09-17-2007, 10:22 AM
 Location: New York 2,400 posts, read 2,569,909 times Reputation: 671
Quote:
 Originally Posted by mtb83201 The French actually tried to make time metric in 1795. If "metric time" had succeeded, we would have 100 metric minutes in a metric hour. There would be ten metric hours in a metric day. Ten days a week, and so on. Pretty weird to think about. I don't really like that idea, even though logically it may be less confusing than the system we currently use (ABT). At least we Americans don't insist on keeping time differently from the rest of the world. That would really drive everyone nuts.
Oooh... Calculating time is a b*TCH!

09-17-2007, 10:28 AM
 Location: Greater Houston 4,378 posts, read 8,396,239 times Reputation: 1967
Quote:
 Originally Posted by roseba When I was a kid, all soda was in the Imperial system. Now it uses metric. I didn't feel any pain during the transition.
Actually it was the U.S. Customary system (I prefer calling it with the more succinct "Colonial System.").
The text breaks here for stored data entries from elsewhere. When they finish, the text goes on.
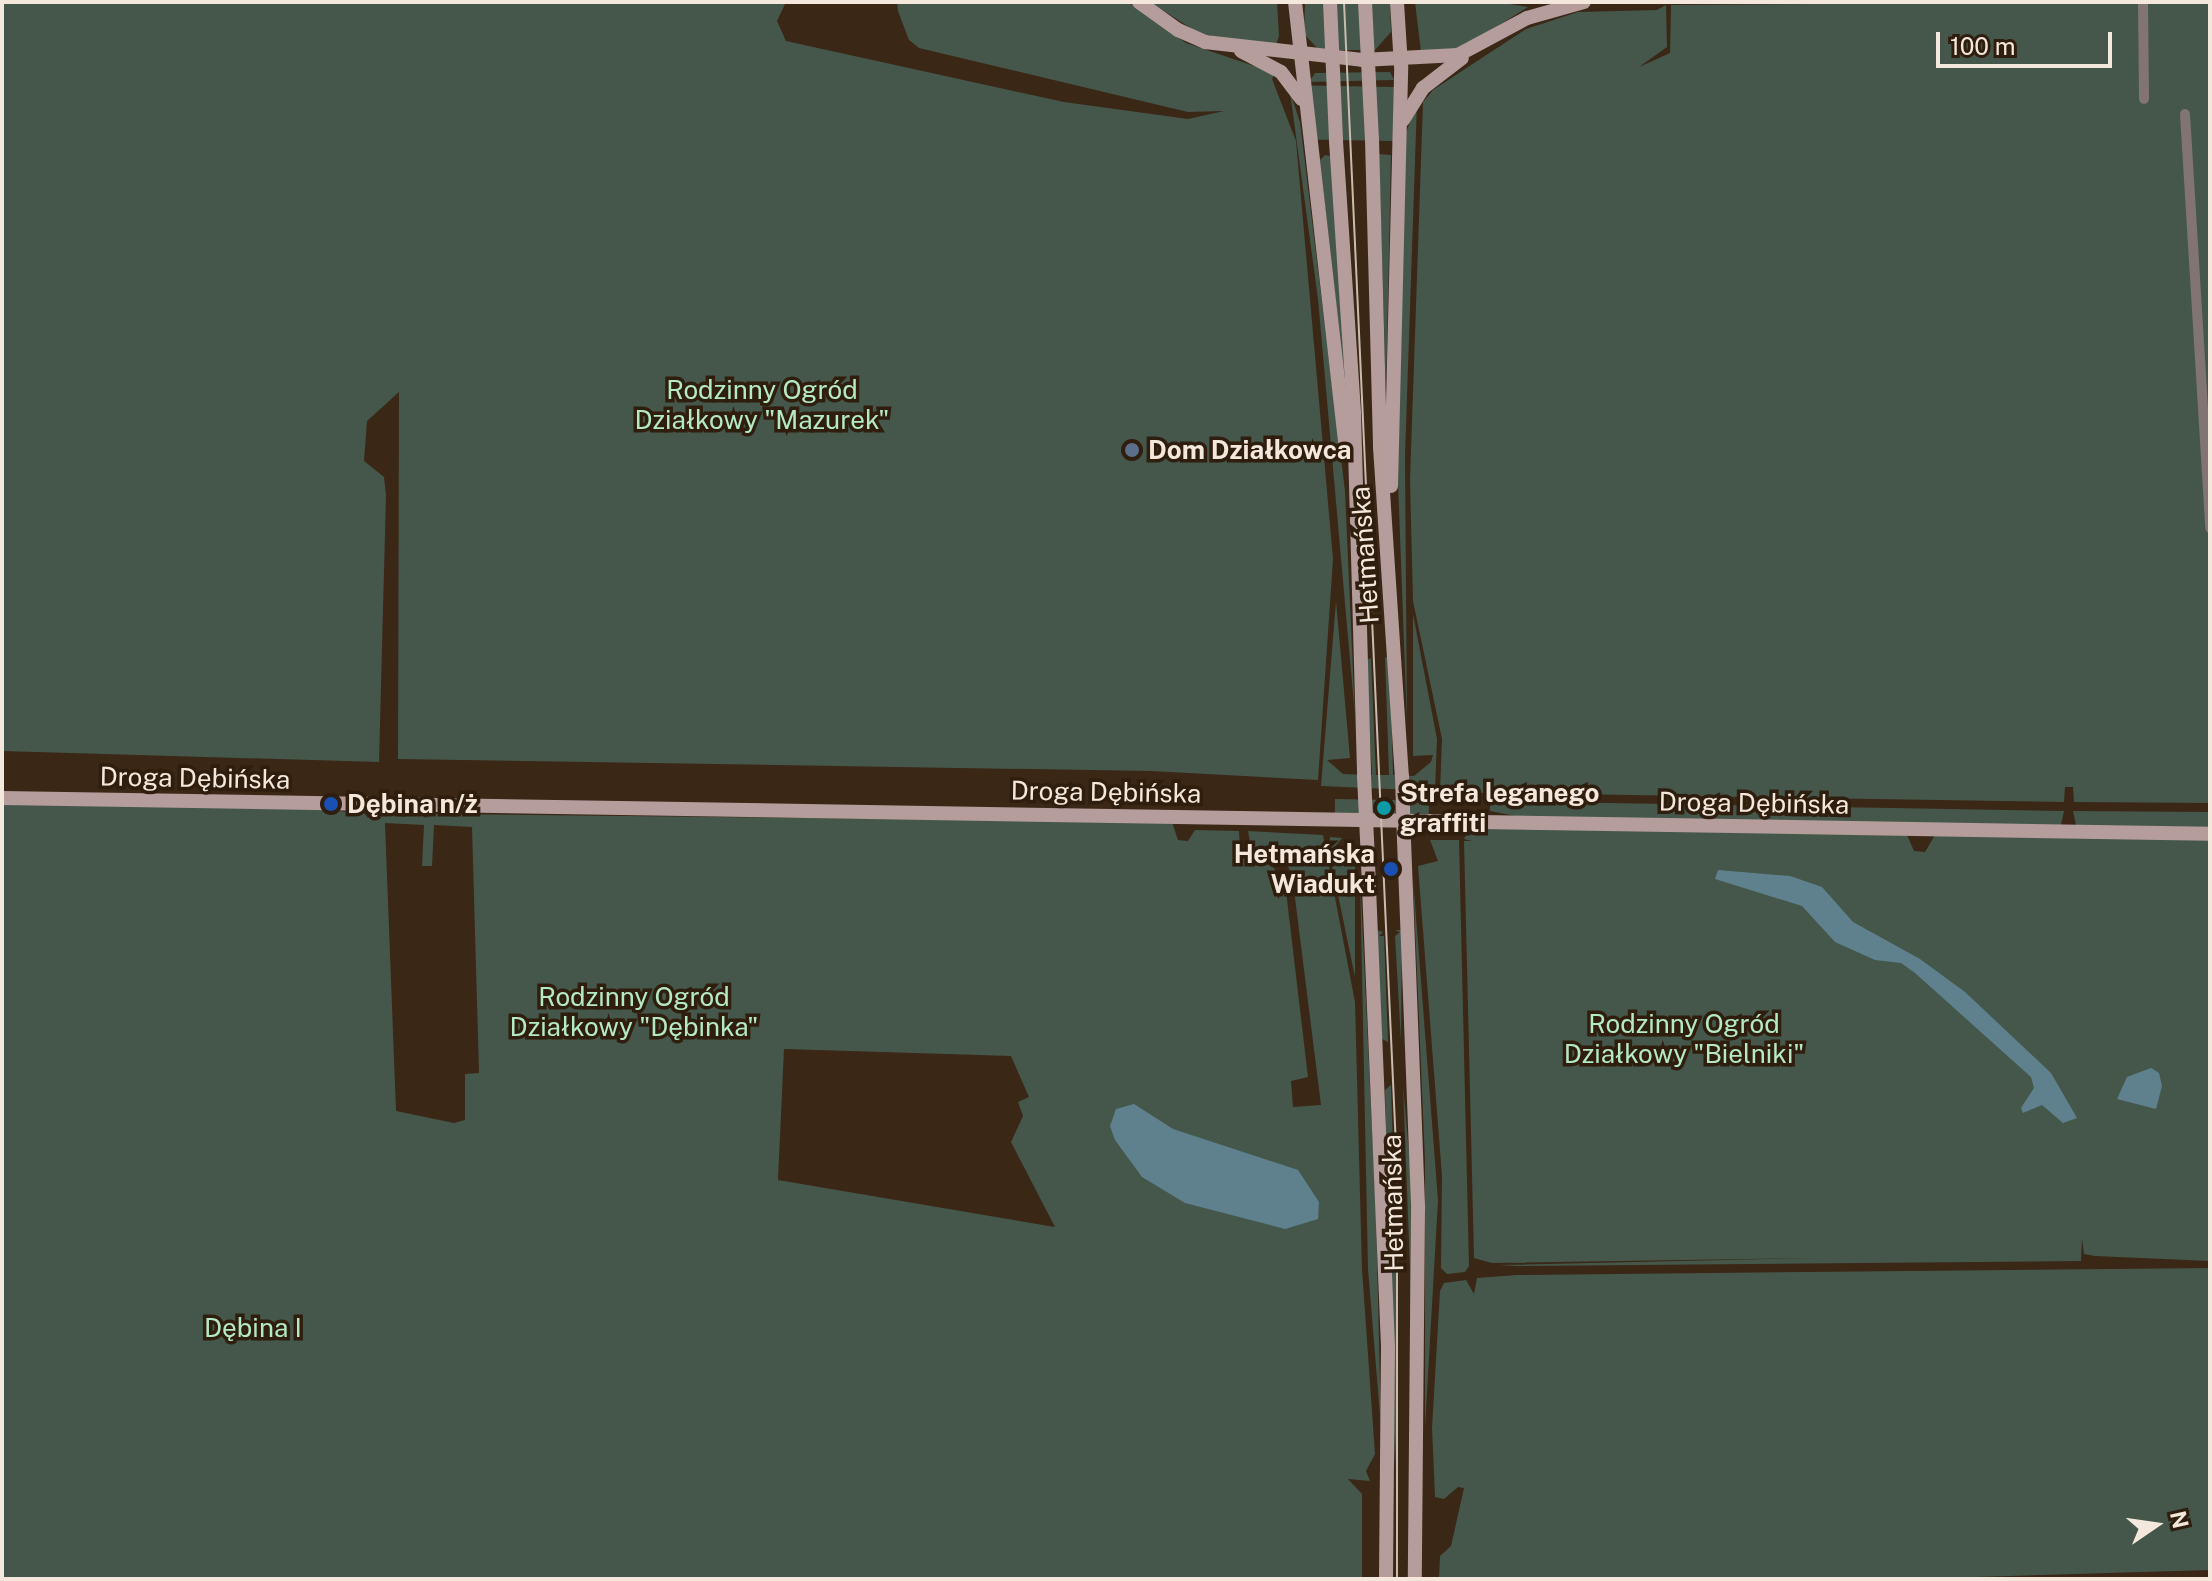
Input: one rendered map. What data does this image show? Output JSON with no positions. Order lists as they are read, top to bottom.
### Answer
{
  "streets": {
    "main road": ["Hetmańska", "Droga Dębińska"]
  },
  "parks": [
    "Rodzinny Ogród Działkowy \"Mazurek\"",
    "Rodzinny Ogród Działkowy \"Dębinka\"",
    "Rodzinny Ogród Działkowy \"Bielniki\"",
    "Dębina I"
  ],
  "places": [
    "Dom Działkowca",
    "Dębina n/ż",
    "Strefa leganego graffiti",
    "Hetmańska Wiadukt"
  ],
  "scale_bar": "100 m",
  "north": "right"
}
Imperial was a reform of the U.S. Customary system in 1824 and used in the other English-speaking countries like Canada and Australia.

09-17-2007, 10:51 AM
 Location: Chicago 38,691 posts, read 85,489,614 times Reputation: 29312
Quote:
 Originally Posted by KerrTown Metric is the next issue in 2009. Right now, Congress is concentrating on the dollar coin. They're probably practicing how to implement metric with the dollar coin legislation.
If the government wants to implement a dollar coin, they're going to have to pull the dollar bill out of circulation. Time and time again the American public has shown that when given the choice between a dollar bill and a dollar coin, they will choose the bill every time.

We now return you to your regularly scheduled thread topic: the metric system.